SuffixTreeBasedSnssFinder(Char, Char)

Builds an instance with the provided terminators, validating the input by default. All text passed to Find(IEnumerable<Char>, IEnumerable<Char>) must conform with these two terminators.

Declaration

public SuffixTreeBasedSnssFinder(char terminator1, char terminator2)

Parameters

Type	Name	Description
System.Char	terminator1
System.Char	terminator2

Methods

Find(IEnumerable<Char>, IEnumerable<Char>)

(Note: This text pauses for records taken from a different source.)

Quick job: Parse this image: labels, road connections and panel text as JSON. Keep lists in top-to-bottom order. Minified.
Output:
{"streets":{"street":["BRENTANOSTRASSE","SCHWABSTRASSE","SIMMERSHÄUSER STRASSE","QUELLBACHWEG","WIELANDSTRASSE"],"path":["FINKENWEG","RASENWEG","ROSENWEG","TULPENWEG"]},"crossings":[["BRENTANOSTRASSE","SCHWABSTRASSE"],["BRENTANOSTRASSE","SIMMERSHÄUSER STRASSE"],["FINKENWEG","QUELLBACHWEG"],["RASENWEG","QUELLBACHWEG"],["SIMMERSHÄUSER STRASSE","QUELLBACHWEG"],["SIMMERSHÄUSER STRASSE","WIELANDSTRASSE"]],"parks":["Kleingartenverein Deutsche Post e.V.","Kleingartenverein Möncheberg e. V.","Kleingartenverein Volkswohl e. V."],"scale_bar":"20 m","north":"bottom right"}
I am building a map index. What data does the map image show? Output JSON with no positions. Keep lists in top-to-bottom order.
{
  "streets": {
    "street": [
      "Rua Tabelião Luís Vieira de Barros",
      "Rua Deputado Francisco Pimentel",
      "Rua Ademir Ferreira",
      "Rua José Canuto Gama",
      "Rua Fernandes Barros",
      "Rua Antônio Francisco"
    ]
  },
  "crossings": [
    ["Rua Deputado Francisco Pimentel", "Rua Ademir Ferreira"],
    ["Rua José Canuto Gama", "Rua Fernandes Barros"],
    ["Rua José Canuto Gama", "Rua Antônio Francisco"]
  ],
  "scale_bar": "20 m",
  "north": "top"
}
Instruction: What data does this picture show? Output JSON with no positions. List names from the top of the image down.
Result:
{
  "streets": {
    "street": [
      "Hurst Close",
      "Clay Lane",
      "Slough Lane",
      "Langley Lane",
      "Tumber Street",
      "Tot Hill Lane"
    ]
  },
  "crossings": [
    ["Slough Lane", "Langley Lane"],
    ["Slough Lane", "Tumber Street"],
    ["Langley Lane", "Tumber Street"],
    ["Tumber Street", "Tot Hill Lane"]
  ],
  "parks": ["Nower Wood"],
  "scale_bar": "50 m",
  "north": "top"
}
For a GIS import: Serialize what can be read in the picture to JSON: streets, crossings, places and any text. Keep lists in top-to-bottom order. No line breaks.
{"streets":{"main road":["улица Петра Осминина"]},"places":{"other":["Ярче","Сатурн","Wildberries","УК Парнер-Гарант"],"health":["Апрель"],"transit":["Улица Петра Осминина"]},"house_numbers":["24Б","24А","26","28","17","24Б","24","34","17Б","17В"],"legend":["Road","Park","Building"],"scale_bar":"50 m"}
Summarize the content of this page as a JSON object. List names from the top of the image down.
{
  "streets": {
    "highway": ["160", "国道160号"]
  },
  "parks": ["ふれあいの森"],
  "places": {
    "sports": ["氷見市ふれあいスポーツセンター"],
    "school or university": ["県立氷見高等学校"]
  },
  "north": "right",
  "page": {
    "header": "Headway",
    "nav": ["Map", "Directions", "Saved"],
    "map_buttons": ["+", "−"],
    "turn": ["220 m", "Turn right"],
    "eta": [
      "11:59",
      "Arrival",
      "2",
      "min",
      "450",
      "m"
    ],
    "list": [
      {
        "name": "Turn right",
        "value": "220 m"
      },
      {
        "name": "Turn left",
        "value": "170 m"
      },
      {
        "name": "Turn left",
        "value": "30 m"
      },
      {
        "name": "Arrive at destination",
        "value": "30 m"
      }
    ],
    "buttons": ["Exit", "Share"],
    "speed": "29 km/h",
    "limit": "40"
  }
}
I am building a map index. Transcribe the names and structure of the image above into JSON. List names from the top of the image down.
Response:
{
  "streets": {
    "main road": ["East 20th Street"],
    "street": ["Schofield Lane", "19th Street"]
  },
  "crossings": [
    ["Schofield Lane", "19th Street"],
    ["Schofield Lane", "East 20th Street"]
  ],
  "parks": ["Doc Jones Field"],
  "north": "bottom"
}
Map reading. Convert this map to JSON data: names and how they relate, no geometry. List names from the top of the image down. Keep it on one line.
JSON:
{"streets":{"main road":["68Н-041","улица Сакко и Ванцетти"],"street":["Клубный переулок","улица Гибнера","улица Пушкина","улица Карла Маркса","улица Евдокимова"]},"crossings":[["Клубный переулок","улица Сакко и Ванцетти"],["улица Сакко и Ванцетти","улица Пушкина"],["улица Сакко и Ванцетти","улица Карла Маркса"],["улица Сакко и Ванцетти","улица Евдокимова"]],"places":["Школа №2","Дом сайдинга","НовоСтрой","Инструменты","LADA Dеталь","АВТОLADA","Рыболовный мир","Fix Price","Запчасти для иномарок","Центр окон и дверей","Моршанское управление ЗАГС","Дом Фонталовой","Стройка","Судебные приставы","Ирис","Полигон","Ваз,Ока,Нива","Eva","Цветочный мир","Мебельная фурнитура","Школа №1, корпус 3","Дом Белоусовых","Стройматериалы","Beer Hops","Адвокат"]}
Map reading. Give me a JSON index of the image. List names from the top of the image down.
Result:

This implementation builds and uses a SuffixTreeNode structure to perform the search.

Declaration

public override IEnumerable<string> Find(IEnumerable<char> text1, IEnumerable<char> text2)

Parameters

Type	Name	Description
IEnumerable<System.Char>	text1
IEnumerable<System.Char>	text2

Returns

Type	Description
IEnumerable<System.String>

Overrides

SuffixStructureBasedSnssFinder.Find(IEnumerable<Char>, IEnumerable<Char>)

Remarks

Implements

ISnssFinder

Extension Methods

SuffixStructureNodeExtensions.GetAllSuffixesFor<TEdge, TNode>(TNode, TextWithTerminator)